> [What the task asks]:
Return each line of the data below that contains the string "transform".

> [Data in this exercise]:

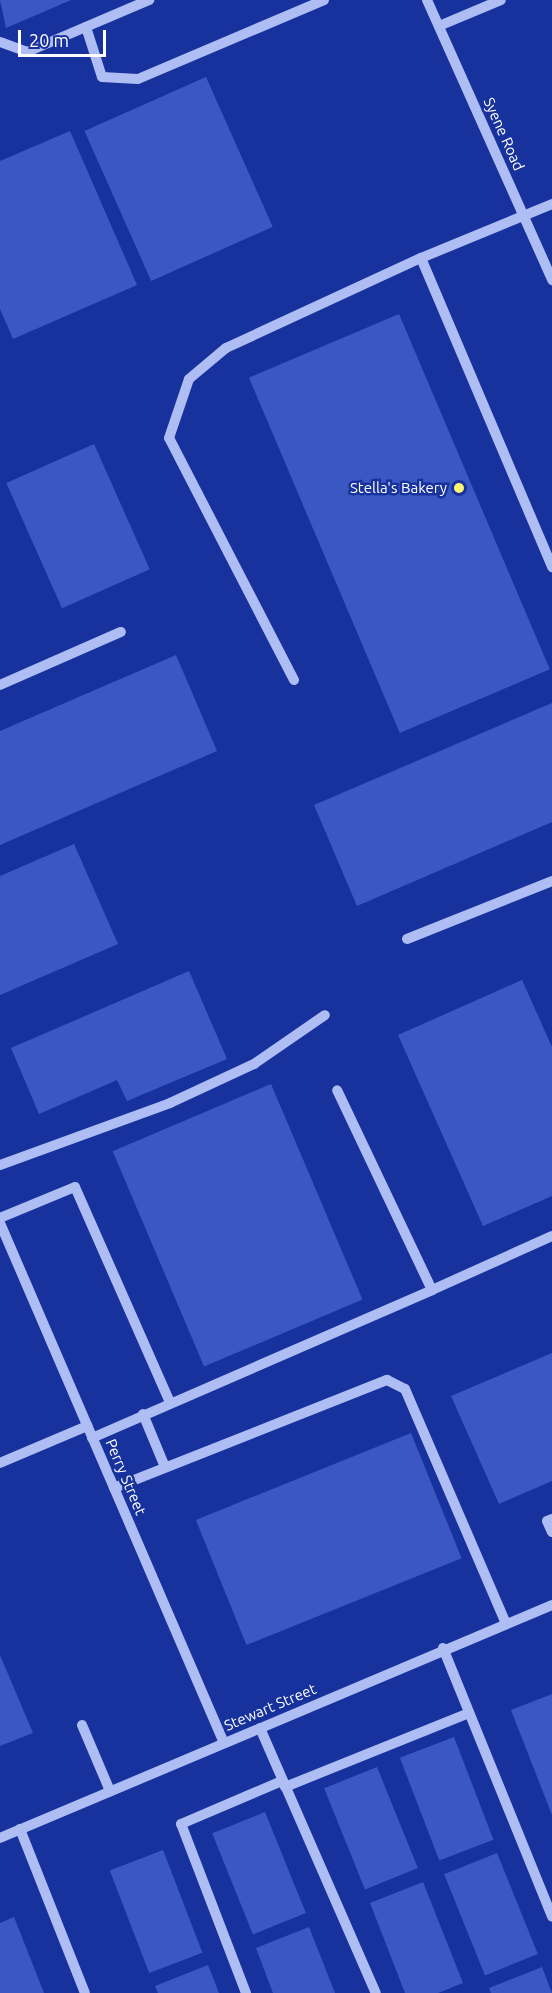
<!DOCTYPE html>
<style>
body{margin:0}
#map{position:relative;width:552px;height:1993px;overflow:hidden;background:#17329d;font-family:Ubuntu,sans-serif}
div>[style]{position:absolute}
.building>*{inset:0;background:#3b58c2;transform-origin:0 0}
.minor>*{height:10px;margin:-5px;padding:0 5px;transform-origin:5px;border-radius:5px;background:#aebdf3}
.dots>*{width:16px;height:16px;translate:-50% -50%;box-sizing:border-box;border:3px solid #17329d;border-radius:50%}
span{translate:-50% -50%;white-space:nowrap;text-align:center;line-height:1.15;-webkit-text-stroke:5px #17329d;paint-order:stroke}
.street-label{font-size:15px;color:#fff}
.poi-label{font-size:15px;color:#fff}
.right{translate:-100% -50%;text-align:right}
.scale{position:absolute;left:18px;top:30px;width:88px;height:27px;box-sizing:border-box;border:3px solid #fff;border-top:0;padding-left:8px;font-size:18px;line-height:21px;white-space:nowrap;color:#fff;-webkit-text-stroke:4px #17329d;paint-order:stroke}
</style>
<div id="map">
<div class="building">
<i style="clip-path:polygon(0 0,71px 0,6px 28px)"></i>
<i style="left:206px;top:77px;width:164px;height:133px;rotate:66deg"></i>
<i style="clip-path:polygon(70px 131px,137px 285px,13px 339px,0 309px,0 161px)"></i>
<i style="left:399px;top:314px;width:386px;height:163px;rotate:67deg"></i>
<i style="left:94px;top:444px;width:137px;height:96px;rotate:66deg"></i>
<i style="clip-path:polygon(176px 655px,217px 751px,0 845px,0 731px)"></i>
<i style="clip-path:polygon(552px 703px,552px 822px,357px 906px,314px 805px)"></i>
<i style="clip-path:polygon(74px 844px,118px 944px,0 995px,0 876px)"></i>
<i style="clip-path:polygon(189px 971px,227px 1059px,127px 1101px,117px 1080px,39px 1114px,11px 1048px)"></i>
<i style="clip-path:polygon(522px 980px,552px 1047px,552px 1196px,483px 1226px,398px 1035px)"></i>
<i style="left:271px;top:1084px;width:234px;height:172px;rotate:67deg"></i>
<i style="clip-path:polygon(552px 1353px,552px 1481px,499px 1504px,451px 1396px)"></i>
<i style="left:411px;top:1433px;width:135px;height:232px;rotate:68deg"></i>
<i style="clip-path:polygon(0 1655px,33px 1733px,0 1746px)"></i>
<i style="clip-path:polygon(552px 1694px,552px 1815px,511px 1710px)"></i>
<i style="left:454px;top:1737px;width:110px;height:58px;rotate:69deg"></i>
<i style="left:377px;top:1767px;width:109px;height:57px;rotate:68deg"></i>
<i style="left:265px;top:1812px;width:109px;height:57px;rotate:68deg"></i>
<i style="left:163px;top:1850px;width:110px;height:57px;rotate:69deg"></i>
<i style="left:497px;top:1853px;width:109px;height:57px;rotate:68deg"></i>
<i style="clip-path:polygon(423px 1882px,463px 1983px,438px 1993px,405px 1993px,370px 1903px)"></i>
<i style="clip-path:polygon(14px 1917px,44px 1993px,0 1993px,0 1923px)"></i>
<i style="clip-path:polygon(309px 1927px,335px 1993px,273px 1993px,256px 1948px)"></i>
<i style="clip-path:polygon(208px 1965px,219px 1993px,158px 1993px,155px 1986px)"></i>
<i style="clip-path:polygon(542px 1967px,552px 1993px,491px 1993px,489px 1988px)"></i>
</div>
<div class="minor">
<i style="left:427px;top:0;width:307px;rotate:65.9deg"></i>
<i style="left:439px;top:26px;width:67px;rotate:-22.8deg"></i>
<i style="left:86px;top:27px;width:52px;rotate:72.3deg"></i>
<i style="left:102px;top:77px;width:36px;rotate:3deg"></i>
<i style="left:138px;top:79px;width:202px;rotate:-23deg"></i>
<i style="left:0;top:42px;width:29px;rotate:20deg"></i>
<i style="left:27px;top:52px;width:133px;rotate:-23.1deg"></i>
<i style="left:552px;top:204px;width:142px;rotate:157.6deg"></i>
<i style="left:421px;top:258px;width:336px;rotate:67deg"></i>
<i style="left:294px;top:680px;width:272px;rotate:-117.3deg"></i>
<i style="left:169px;top:438px;width:62px;rotate:-71.3deg"></i>
<i style="left:189px;top:379px;width:48px;rotate:-40deg"></i>
<i style="left:226px;top:348px;width:215px;rotate:-24.8deg"></i>
<i style="left:0;top:685px;width:132px;rotate:-23.7deg"></i>
<i style="left:407px;top:939px;width:156px;rotate:-21.8deg"></i>
<i style="left:0;top:1165px;width:181px;rotate:-20deg"></i>
<i style="left:170px;top:1103px;width:93px;rotate:-24.9deg"></i>
<i style="left:254px;top:1064px;width:86px;rotate:-34.6deg"></i>
<i style="left:0;top:1218px;width:81px;rotate:-22.5deg"></i>
<i style="left:75px;top:1187px;width:235px;rotate:66.2deg"></i>
<i style="left:0;top:1223px;width:566px;rotate:66.7deg"></i>
<i style="left:432px;top:1290px;width:132px;rotate:-24.2deg"></i>
<i style="left:143px;top:1414px;width:57px;rotate:67.5deg"></i>
<i style="left:92px;top:1438px;width:371px;rotate:-23.5deg"></i>
<i style="left:432px;top:1290px;width:221px;rotate:-115.4deg"></i>
<i style="left:0;top:1463px;width:95px;rotate:-23deg"></i>
<i style="left:114px;top:1488px;width:294px;rotate:-21.6deg"></i>
<i style="left:387px;top:1380px;width:20px;rotate:27deg"></i>
<i style="left:405px;top:1389px;width:255px;rotate:66.7deg"></i>
<i style="left:552px;top:1519px;width:5px;rotate:158deg"></i>
<i style="left:547px;top:1521px;width:12px;rotate:66deg"></i>
<i style="left:443px;top:1648px;width:290px;rotate:67.9deg"></i>
<i style="left:82px;top:1725px;width:72px;rotate:67deg"></i>
<i style="left:260px;top:1728px;width:289px;rotate:66.4deg"></i>
<i style="left:285px;top:1787px;width:198px;rotate:-21.9deg"></i>
<i style="left:20px;top:1829px;width:176px;rotate:68.4deg"></i>
<i style="left:0;top:1838px;width:599px;rotate:-22.88deg"></i>
<i style="left:246px;top:1993px;width:181px;rotate:-111deg"></i>
<i style="left:181px;top:1824px;width:110px;rotate:-23.1deg"></i>
</div>
<div class="dots">
<i style="left:459px;top:488px;background:#fff770"></i>
</div>
<div class="street-label">
<span style="left:504px;top:134px;rotate:66deg">Syene Road</span>
<span style="left:126px;top:1477px;rotate:67deg">Perry Street</span>
<span style="left:270px;top:1707px;rotate:-23deg">Stewart Street</span>
</div>
<div class="poi-label">
<span class="right" style="left:447px;top:488px">Stella's Bakery</span>
</div>
<div class="scale">20 m</div>
</div>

> [Exercise output]:
.building>*{inset:0;background:#3b58c2;transform-origin:0 0}
.minor>*{height:10px;margin:-5px;padding:0 5px;transform-origin:5px;border-radius:5px;background:#aebdf3}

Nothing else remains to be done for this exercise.